A revolta dos remédios - Crônica de André Alvez
Na cozinha aqui de casa, mais precisamente na prateleira, existe uma caixa de madeira na qual guardamos remédios.
Naquela noite de tempestade (uma leve dor de cabeça), a luz acabou de repente, com um pires de vela acesa nas mãos, me aproximei da prateleira.
A tempestade apagou os meus sentidos e num estalo me vi perdido entre meus remédios.
Estavam reunidos numa espécie de assembleia.
Tapei um dos ouvidos com a mão e aproximei o outro bem perto deles: Corus era o mais exaltado: “Sou eu que controlo a pressão arterial, portanto, mereço o posto de rei da prateleira”.
Ao lado dele, Cibofibrato balançava a cabeça em forma de apoio, já pensando no cargo de primeiro ministro.
Rompendo entre eles, Metformina se ergueu colérica: “eu controlo o diabetes, sem mim, de nada adianta controlar a pressão”.
Concordei feito um assessor bajulador, ciente da importância da Metformina, sem a qual, meu sangue adoça.

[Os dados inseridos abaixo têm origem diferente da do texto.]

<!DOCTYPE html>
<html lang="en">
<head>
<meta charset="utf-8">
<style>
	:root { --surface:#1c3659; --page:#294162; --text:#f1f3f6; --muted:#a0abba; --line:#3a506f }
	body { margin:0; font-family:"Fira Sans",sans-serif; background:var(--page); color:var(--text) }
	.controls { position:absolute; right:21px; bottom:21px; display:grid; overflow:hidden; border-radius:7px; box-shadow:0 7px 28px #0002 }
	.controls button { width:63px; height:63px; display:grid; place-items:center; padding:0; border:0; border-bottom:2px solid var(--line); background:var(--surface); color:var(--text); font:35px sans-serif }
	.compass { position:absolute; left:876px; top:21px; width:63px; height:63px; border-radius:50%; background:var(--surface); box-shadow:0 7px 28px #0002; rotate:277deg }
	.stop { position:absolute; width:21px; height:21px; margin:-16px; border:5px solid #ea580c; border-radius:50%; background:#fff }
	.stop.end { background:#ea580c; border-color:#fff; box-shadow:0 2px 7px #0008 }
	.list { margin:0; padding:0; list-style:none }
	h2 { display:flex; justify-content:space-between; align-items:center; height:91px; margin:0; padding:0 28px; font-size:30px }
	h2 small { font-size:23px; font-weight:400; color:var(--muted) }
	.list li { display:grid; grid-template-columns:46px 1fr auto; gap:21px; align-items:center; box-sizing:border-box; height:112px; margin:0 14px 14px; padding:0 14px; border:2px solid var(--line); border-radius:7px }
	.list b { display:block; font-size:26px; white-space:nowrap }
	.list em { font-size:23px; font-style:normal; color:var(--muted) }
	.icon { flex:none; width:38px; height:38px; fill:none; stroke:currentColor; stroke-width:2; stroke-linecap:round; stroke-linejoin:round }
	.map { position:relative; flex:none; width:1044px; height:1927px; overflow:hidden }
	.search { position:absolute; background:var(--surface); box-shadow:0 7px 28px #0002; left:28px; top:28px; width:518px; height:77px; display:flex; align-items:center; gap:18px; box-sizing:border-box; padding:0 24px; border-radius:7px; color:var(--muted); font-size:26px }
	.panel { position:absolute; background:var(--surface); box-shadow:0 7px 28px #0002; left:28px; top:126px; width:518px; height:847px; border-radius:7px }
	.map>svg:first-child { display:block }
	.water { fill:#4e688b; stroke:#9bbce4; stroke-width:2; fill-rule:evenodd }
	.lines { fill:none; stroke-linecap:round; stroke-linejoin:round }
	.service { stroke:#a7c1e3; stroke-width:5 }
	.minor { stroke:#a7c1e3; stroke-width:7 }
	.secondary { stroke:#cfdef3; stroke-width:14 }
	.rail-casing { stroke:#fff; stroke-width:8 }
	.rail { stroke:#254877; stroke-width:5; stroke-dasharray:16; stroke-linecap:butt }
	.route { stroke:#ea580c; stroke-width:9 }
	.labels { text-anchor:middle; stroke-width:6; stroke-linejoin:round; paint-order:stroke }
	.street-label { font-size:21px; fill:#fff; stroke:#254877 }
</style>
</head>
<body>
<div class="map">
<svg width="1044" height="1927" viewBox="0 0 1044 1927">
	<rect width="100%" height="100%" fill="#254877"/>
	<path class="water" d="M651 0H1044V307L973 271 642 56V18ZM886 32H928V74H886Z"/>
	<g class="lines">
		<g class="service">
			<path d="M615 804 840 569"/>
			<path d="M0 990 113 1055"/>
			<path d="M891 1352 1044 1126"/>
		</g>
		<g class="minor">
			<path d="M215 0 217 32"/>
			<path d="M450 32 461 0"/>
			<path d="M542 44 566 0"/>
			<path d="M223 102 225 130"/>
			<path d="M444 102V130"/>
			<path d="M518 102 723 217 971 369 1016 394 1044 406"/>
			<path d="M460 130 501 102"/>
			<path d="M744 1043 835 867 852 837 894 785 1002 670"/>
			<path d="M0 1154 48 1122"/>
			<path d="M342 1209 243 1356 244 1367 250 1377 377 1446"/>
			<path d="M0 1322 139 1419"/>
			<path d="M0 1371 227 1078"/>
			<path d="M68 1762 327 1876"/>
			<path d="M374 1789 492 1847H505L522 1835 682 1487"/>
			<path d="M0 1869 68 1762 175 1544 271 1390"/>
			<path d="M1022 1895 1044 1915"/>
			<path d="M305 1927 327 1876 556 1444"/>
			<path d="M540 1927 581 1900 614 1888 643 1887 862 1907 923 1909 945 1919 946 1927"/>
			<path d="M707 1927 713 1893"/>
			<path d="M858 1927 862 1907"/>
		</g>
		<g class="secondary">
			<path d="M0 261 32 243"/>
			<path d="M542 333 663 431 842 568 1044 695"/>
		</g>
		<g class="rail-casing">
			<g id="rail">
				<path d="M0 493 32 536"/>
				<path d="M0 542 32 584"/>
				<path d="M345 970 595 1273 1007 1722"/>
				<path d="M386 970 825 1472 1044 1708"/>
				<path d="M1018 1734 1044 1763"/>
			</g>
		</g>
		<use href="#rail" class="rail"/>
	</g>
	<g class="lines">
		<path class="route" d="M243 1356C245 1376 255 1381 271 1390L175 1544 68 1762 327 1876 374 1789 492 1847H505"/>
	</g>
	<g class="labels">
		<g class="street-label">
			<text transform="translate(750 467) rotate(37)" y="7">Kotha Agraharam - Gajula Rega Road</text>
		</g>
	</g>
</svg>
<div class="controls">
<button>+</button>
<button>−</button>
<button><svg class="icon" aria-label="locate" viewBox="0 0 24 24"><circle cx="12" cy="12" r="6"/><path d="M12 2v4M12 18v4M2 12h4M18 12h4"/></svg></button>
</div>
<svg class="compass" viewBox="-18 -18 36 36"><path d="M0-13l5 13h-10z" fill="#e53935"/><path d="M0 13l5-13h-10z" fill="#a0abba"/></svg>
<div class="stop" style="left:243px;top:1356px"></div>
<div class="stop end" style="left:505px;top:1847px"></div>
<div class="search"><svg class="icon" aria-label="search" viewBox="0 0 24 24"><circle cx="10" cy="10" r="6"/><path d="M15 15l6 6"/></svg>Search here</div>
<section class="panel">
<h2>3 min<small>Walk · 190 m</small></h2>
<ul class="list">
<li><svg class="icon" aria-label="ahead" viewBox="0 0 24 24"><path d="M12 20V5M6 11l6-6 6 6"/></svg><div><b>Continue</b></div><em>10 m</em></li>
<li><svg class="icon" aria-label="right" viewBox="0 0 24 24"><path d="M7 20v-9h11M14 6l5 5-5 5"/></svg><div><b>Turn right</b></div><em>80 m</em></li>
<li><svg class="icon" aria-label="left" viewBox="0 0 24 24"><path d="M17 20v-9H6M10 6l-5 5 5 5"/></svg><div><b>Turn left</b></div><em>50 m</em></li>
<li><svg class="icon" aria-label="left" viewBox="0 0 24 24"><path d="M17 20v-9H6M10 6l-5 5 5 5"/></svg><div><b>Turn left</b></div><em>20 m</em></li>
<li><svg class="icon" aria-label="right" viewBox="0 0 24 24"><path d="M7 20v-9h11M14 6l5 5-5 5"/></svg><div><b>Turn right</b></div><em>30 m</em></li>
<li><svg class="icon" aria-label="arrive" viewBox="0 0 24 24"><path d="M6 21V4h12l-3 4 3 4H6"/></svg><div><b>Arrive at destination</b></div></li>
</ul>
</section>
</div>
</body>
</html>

Como os ânimos permaneceram exaltados, naquela de conciliadora, Paracetamol se colocou à disposição para assumir o cargo, caso não houvesse consenso.
Fosfato de Sitagliptina ameaçou usar a força, “É na luta que impérios se constroem!”, bradou, conseguindo calar a turba por instantes.
Sonrizal rompeu o silêncio, a voz repleta de xis, ameaçando se atirar num copo d’água se não fosse atendido: “e nem quero ser rei, apenas que parem de tirar o sarro no meu jeito de falar”.
Valda, a pastilha, sorriu, cínica.
Alopurinol, Leite de Magnésio e um Xarope maltrapilho se uniram, já lançando o lema “unidos venceremos!”.
Tentei despertar beliscando meu braço, mas Mertiolate me olhou de um tão jeito estranho que acabei recuando, não sem antes prometer em pensamentos: assim que acordar, buscarei tratamento médico.
Foi só pensar nisso que um grupo de vitaminas olhou para mim com cumplicidade.
A passos vagarosos, dois laxantes se juntaram à turba, pouco se incomodando com o Xarope maltrapilho que gritou: “Vocês vão ver o que é bom para tosse!”.
Um tanto perdido, Vick Vaporube se mostrava chateado por não ter nada para desentupir e ao passar perto de mim, cumprimentou o meu nariz, seu velho conhecido.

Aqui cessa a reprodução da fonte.